É então que ele remove a máscara e revela a sua identidade - V.
A cara de Milhais contorce-se com terror.

Milhais: Eu sabia...
V: Então e agora que finalmente confirmou a sua hipótese, diga-me lá, Detective: o que é que
planeia fazer com essa informação? É que dependendo das suas intenções, o tratamento que está
prestes a receber poderá ser diferente.
Milhais: Como assim? Achas que me podes usar como refém, é isso?
V: Não, não... nada disso. Mas digamos que o senhor planeia usar essa sua língua para revelar a
minha identidade e paradeiro aos seus superiores... eu não teria hipótese senão cortar o mal pela
raiz... ou seja, cortar-lhe a língua.

Milhais está horrorizado com o temível e hediondo vilão que tem agora o detective na palma da
mão.

Milhais: Tenha calma... eu já fui despedido da agência... não tenho poder nenhum sobre si, e
não tenho qualquer informação que o possa interessar. Só queria confirmar a minha hipótese por
uma questão de satisfação pessoal. Agora que já obtive essa confirmação, não tem porque se
preocupar mais comigo.
V: ...É bom saber disso. Muito bem, eu não lhe corto a língua então.

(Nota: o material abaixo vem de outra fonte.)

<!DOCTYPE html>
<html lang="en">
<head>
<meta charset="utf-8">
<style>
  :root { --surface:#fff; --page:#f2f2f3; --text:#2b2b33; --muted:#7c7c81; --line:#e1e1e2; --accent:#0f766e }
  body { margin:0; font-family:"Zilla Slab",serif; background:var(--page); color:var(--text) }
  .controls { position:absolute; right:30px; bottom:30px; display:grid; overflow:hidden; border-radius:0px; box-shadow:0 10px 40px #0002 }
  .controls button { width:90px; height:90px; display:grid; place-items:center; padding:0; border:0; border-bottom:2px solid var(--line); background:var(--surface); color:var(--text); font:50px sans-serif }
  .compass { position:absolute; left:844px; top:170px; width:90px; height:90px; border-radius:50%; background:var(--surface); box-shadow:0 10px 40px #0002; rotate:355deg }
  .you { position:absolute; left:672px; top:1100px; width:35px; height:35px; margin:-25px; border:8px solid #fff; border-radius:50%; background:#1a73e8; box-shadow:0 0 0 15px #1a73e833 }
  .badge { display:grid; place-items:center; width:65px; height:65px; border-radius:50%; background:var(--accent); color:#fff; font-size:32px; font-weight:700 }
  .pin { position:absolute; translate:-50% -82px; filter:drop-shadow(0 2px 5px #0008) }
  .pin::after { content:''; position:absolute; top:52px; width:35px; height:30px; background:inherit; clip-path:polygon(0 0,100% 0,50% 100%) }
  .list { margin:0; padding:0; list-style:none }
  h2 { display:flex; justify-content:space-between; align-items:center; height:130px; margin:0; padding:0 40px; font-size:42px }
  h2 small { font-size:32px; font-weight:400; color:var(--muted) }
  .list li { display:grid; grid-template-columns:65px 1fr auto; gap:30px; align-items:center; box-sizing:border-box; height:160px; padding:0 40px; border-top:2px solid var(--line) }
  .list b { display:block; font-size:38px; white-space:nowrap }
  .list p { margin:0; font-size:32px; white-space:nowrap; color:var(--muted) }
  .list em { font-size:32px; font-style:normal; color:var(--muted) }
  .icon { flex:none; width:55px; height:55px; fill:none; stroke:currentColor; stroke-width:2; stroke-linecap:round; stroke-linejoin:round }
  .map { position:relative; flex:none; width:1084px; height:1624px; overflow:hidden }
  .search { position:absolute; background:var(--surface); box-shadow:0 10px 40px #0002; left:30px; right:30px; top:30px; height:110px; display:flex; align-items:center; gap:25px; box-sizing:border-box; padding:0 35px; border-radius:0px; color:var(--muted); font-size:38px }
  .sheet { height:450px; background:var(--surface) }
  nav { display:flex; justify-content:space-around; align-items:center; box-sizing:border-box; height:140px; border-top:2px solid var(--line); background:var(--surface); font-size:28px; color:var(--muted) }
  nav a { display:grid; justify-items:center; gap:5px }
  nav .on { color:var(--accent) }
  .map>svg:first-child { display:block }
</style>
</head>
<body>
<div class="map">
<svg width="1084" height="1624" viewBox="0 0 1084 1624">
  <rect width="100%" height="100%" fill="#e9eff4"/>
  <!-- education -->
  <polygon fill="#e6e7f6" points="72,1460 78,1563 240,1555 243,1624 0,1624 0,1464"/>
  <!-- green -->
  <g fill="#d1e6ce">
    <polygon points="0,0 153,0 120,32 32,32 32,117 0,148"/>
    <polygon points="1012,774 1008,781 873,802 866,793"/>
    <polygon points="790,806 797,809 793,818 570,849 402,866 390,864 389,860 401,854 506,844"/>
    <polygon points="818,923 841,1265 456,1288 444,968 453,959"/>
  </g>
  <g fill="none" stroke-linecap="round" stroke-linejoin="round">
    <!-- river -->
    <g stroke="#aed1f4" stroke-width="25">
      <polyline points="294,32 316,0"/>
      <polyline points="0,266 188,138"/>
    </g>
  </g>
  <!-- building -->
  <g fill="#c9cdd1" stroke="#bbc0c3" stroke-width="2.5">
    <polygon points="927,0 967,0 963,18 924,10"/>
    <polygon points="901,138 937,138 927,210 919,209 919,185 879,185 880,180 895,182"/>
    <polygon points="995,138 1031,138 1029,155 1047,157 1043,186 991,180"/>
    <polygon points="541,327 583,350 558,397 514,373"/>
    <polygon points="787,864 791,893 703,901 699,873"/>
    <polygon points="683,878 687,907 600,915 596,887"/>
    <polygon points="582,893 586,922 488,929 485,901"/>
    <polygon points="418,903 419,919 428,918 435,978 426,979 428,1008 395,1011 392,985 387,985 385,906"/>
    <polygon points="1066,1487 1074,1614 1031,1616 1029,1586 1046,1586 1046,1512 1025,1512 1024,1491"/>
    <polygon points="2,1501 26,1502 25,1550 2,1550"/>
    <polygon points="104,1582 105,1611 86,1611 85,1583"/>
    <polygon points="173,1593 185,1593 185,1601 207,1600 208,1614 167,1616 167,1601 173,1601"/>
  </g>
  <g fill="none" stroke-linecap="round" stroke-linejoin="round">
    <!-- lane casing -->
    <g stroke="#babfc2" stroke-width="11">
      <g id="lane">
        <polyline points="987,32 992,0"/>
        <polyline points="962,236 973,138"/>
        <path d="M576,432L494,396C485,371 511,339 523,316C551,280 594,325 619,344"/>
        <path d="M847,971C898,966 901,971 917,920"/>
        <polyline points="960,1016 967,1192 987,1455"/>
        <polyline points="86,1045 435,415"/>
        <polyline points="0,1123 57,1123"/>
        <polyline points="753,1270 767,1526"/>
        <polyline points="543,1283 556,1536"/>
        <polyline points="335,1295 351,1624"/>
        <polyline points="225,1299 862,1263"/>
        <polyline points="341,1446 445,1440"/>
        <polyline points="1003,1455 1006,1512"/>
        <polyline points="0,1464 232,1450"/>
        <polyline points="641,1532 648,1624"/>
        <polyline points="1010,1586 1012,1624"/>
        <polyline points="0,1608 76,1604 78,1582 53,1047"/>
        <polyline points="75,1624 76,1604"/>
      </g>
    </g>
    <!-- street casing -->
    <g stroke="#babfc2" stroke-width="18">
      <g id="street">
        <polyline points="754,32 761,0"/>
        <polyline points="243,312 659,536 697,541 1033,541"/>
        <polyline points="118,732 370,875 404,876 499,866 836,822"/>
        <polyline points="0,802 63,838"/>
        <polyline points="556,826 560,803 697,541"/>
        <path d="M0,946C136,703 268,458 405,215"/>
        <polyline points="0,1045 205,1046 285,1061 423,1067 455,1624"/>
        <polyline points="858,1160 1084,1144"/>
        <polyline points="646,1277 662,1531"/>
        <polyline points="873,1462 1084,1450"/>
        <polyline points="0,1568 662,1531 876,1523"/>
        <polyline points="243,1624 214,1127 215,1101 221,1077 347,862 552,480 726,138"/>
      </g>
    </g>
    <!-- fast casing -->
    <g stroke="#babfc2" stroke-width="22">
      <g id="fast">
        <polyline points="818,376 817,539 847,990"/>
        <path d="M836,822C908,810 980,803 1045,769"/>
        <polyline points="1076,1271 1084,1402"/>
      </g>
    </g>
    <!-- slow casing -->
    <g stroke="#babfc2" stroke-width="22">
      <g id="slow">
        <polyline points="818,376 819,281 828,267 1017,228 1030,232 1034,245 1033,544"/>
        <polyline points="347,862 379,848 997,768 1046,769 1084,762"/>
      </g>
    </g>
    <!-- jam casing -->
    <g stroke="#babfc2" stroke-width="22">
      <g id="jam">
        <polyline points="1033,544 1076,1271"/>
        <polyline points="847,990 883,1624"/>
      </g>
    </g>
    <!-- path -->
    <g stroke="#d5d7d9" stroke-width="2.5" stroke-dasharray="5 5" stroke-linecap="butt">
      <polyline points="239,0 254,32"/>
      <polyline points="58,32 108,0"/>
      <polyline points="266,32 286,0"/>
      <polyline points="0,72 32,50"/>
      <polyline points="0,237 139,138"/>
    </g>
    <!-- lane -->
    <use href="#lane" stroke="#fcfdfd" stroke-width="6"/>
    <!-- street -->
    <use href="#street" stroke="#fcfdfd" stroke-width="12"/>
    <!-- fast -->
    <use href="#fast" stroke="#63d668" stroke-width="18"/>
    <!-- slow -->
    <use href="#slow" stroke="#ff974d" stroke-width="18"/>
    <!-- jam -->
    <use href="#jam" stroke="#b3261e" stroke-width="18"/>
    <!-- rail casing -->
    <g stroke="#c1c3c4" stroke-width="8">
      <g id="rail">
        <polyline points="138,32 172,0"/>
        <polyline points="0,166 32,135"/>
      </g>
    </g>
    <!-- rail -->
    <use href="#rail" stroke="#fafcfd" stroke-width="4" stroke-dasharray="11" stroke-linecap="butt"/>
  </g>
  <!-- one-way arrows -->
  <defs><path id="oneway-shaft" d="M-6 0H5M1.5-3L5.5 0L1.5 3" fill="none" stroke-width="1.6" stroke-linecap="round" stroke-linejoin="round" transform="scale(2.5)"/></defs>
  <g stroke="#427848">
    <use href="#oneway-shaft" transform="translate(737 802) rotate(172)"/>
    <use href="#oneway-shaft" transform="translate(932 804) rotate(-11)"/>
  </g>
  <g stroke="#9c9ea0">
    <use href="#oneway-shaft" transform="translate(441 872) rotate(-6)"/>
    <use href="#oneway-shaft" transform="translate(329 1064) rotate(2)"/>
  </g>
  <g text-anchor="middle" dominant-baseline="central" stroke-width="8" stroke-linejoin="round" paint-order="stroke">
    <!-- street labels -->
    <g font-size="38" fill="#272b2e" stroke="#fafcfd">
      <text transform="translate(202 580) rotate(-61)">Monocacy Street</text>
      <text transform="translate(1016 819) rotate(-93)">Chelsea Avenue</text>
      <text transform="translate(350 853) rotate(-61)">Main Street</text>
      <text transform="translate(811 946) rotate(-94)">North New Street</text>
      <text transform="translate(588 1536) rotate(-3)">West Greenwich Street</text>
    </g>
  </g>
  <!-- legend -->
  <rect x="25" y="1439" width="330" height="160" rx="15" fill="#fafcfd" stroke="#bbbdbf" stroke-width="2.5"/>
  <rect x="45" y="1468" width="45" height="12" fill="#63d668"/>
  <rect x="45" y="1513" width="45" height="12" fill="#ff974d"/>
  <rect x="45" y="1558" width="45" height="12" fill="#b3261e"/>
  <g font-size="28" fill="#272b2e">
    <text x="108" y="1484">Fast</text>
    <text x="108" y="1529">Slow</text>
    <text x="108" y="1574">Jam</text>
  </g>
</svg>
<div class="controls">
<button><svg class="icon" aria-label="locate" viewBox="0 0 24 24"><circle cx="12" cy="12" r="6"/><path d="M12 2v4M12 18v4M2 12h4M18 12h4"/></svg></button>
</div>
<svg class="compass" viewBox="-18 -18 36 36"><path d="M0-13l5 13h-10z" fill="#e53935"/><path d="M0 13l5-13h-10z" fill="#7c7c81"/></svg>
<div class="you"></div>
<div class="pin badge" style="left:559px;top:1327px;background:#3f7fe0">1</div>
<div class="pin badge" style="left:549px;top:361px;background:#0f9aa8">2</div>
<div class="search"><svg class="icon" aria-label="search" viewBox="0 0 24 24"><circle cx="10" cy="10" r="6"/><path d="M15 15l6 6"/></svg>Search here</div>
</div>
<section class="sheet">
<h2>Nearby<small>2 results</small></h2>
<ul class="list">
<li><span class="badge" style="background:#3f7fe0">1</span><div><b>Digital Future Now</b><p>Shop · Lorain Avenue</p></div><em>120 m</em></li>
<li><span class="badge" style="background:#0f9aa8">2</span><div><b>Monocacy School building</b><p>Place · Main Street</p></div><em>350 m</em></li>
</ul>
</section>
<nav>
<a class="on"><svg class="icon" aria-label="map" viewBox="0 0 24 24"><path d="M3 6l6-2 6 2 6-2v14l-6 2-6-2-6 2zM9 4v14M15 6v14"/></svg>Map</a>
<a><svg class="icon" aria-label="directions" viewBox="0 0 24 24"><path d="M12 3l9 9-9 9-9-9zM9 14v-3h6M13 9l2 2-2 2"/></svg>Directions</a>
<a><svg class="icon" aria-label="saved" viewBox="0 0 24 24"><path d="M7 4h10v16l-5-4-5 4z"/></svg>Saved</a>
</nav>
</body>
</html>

Milhais suspira de alívio.

V: Porém... mesmo tendo sido despedido, você pode tentar contactá-los através de
correspondência... e nesse caso, talvez seja melhor certificar-me de que o senhor detective não
tem como escrever ou teclar...
Milhais borra-se todo. V peca num facão de cozinha e corta-lhe os dedos. Milhais berra
desalmadamente. V manda-lhe com mais um balde de água fria à cara para ver se ele se cala.

V: Vá, homem, não chore mais que eu já terminei...


Milhais: Graças a Deus...

V ri-se.

V: Eu já terminei... mas o espetáculo tem de continuar.

Xavier aparece das sombras com um taco de baseball. Milhais berra desalmadamente antes de ser
violentamente espancado até à morte, como um porco num festival da matança do porco.

EPÍLOGO

V chega a casa e coloca uma foto do grupo na parede, juntamente com muitas outras fotos de
outros grupos.

V: "Amar é cansar-se de estar só: é uma covardia portanto, e uma traição a nós próprios."